I mean, my parents, for the most part, made our meals so it's not like we were eating junk, but I think in middle school and high school I probably sucked down a good 6 pops (go ahead, make fun of me; we called them pops in eastern Washington) a day and ate enough Taco Bell (this, of course, was when I was older and had more control over what I ate, especially during school lunch) to make even its marketing department cringe. For all that, I'm not dead and I'm not overweight, but I sometimes wonder, if (God forbid) I beget children, will I keep a leash on my kids diets as they grow older or will I let them make their own choices? Tough call. Maybe showing them the chocolate cake scene from "Matilda" repeatedly when they're small children will traumatize them enough into eating healthy?

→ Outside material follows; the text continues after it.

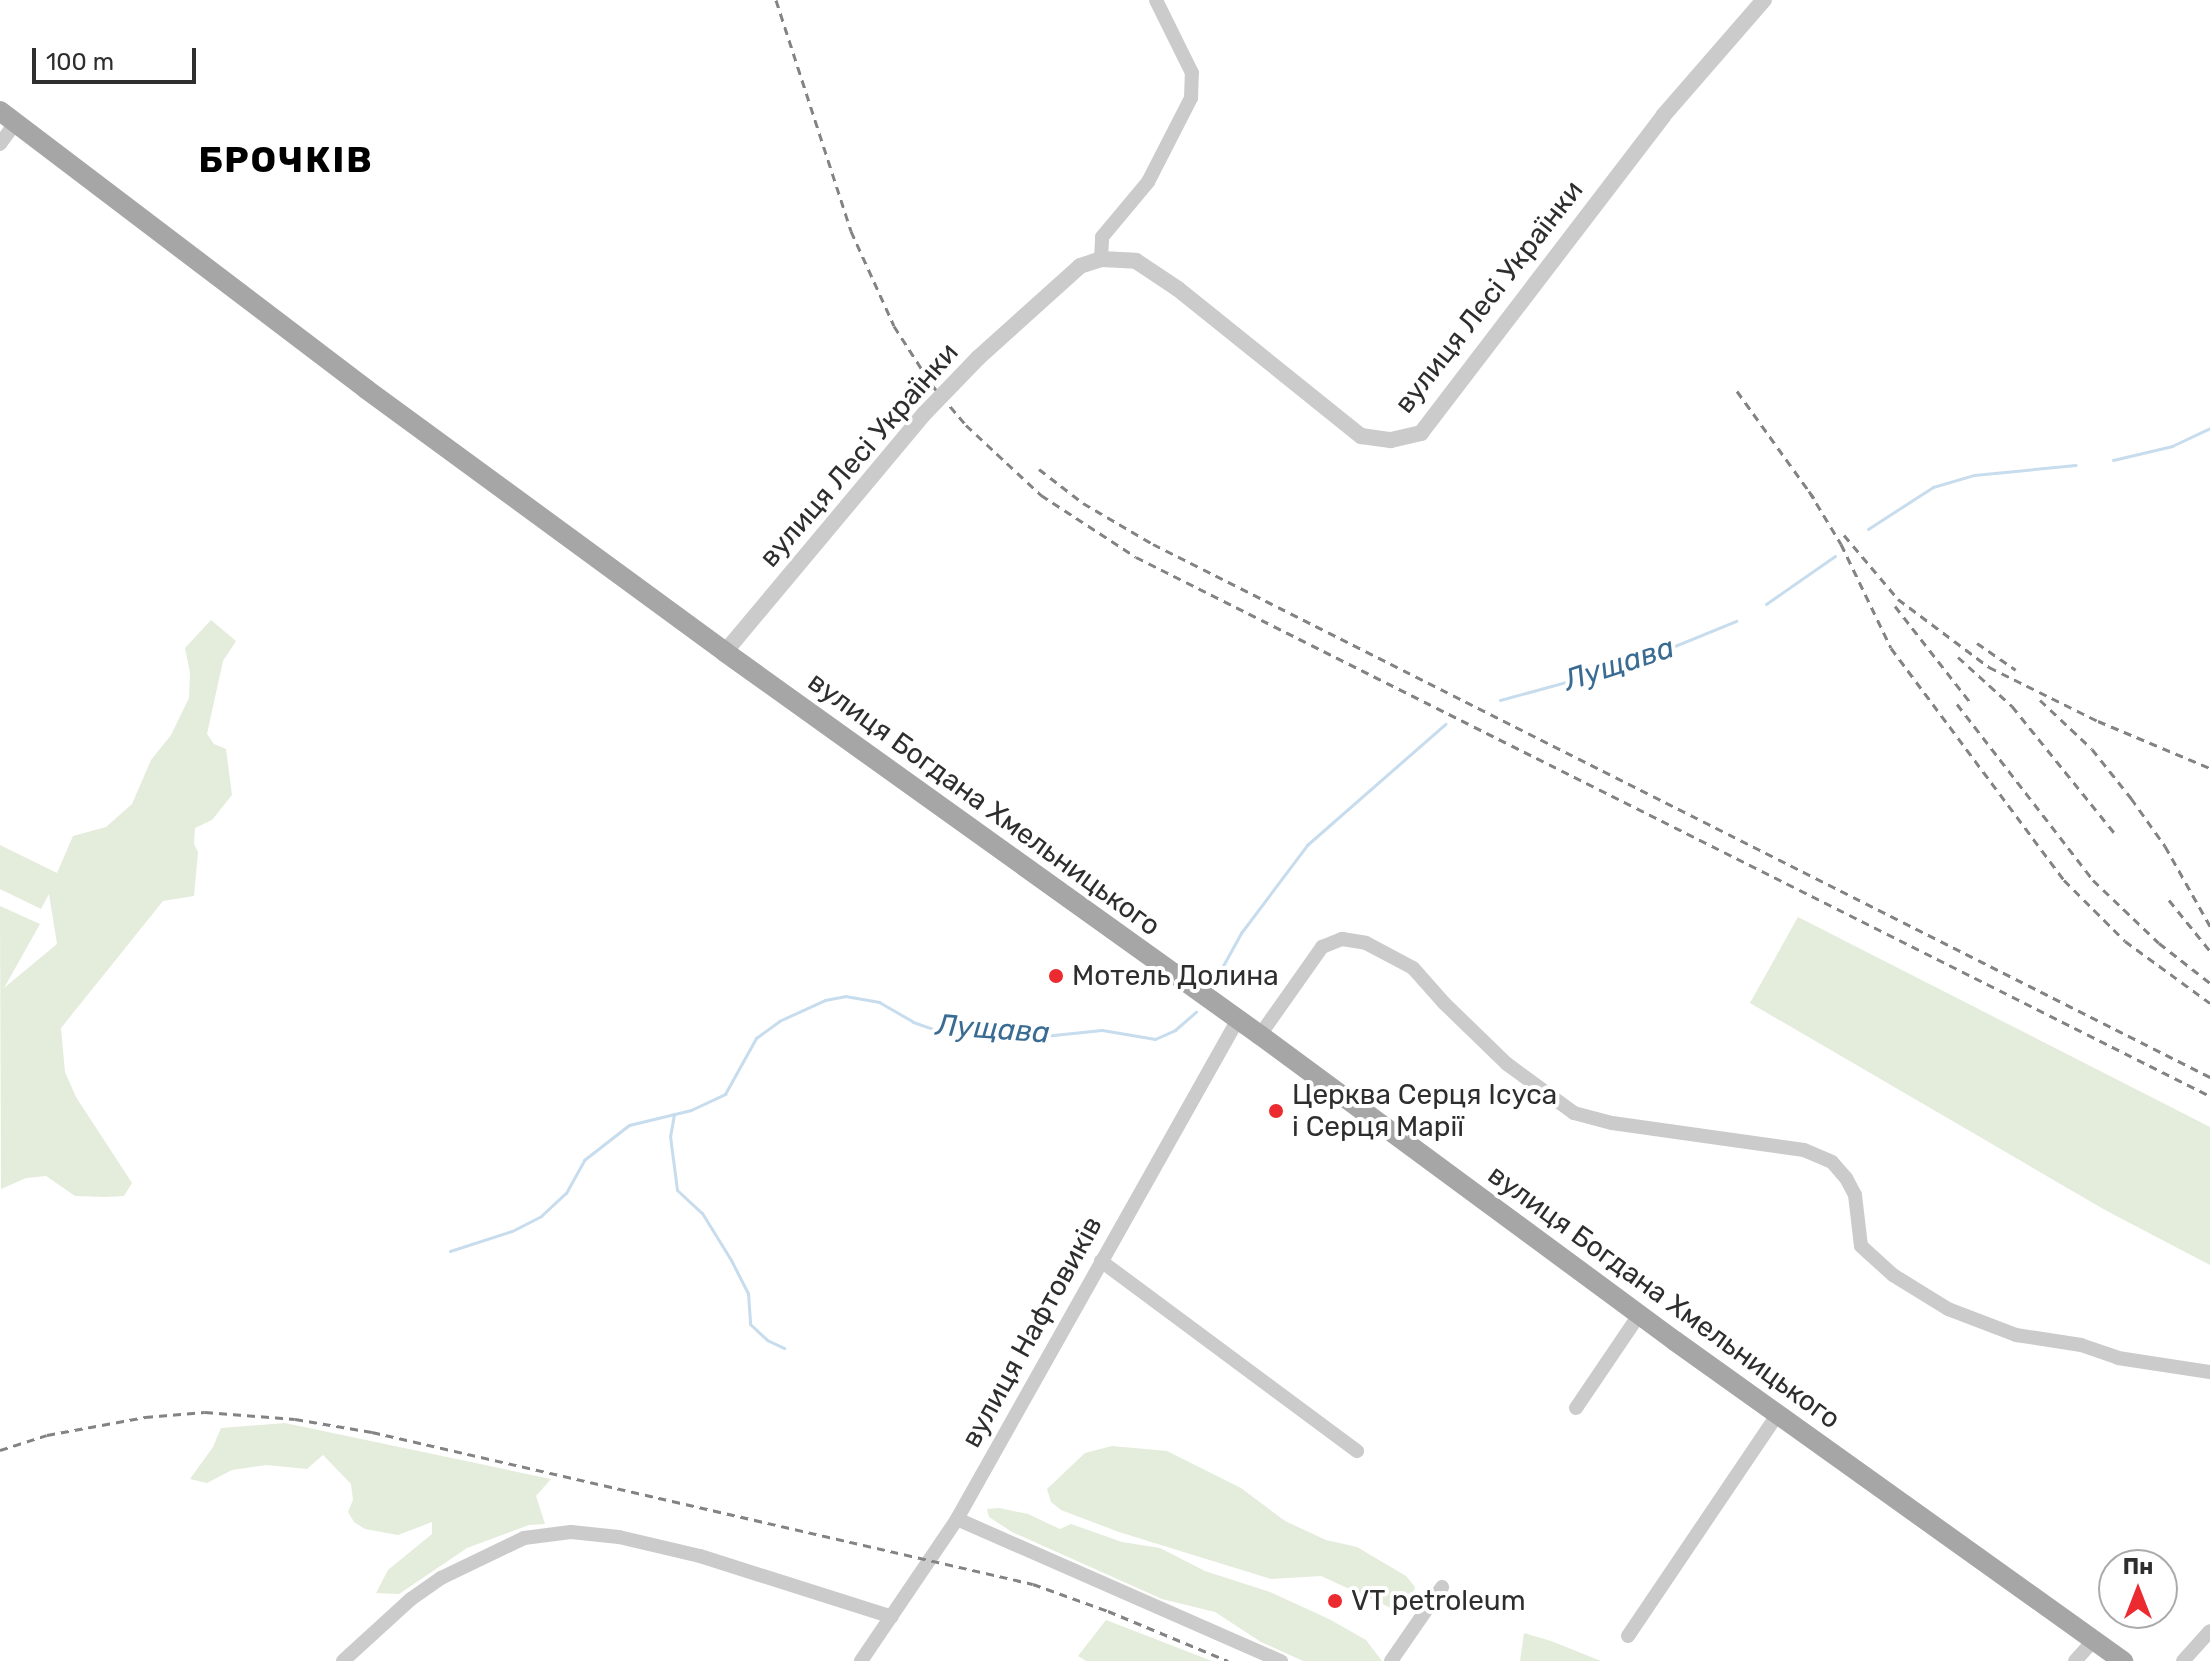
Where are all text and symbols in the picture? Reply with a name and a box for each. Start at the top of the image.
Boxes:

Stephanie Trelogan May 17, 2011 at 10:29 pm
I don't know, Camden, I think it might be more a case of how our parents raised us. I grew up in ridiculously rural Colorado—Greeley, the home of Monfort Meat Packing, in fact—but my mother was a total hippie. She baked our bread, made yogurt and fruit leather and...well, everything from scratch. And although organic produce really wasn't available back then, she grew most of our vegetables in our backyard garden. So truly, I come by my crazy biases honestly.
On a more personal note, I graduated from high school in 1986, and I worked at Taco Bell (!) the year you were born, so...git off my lawn, whippersnapper! (But thanks for fixing my headline, man.)
Camden Swita May 17, 2011 at 11:00 pm
Wow. You worked at Taco Bell? Was it paradise?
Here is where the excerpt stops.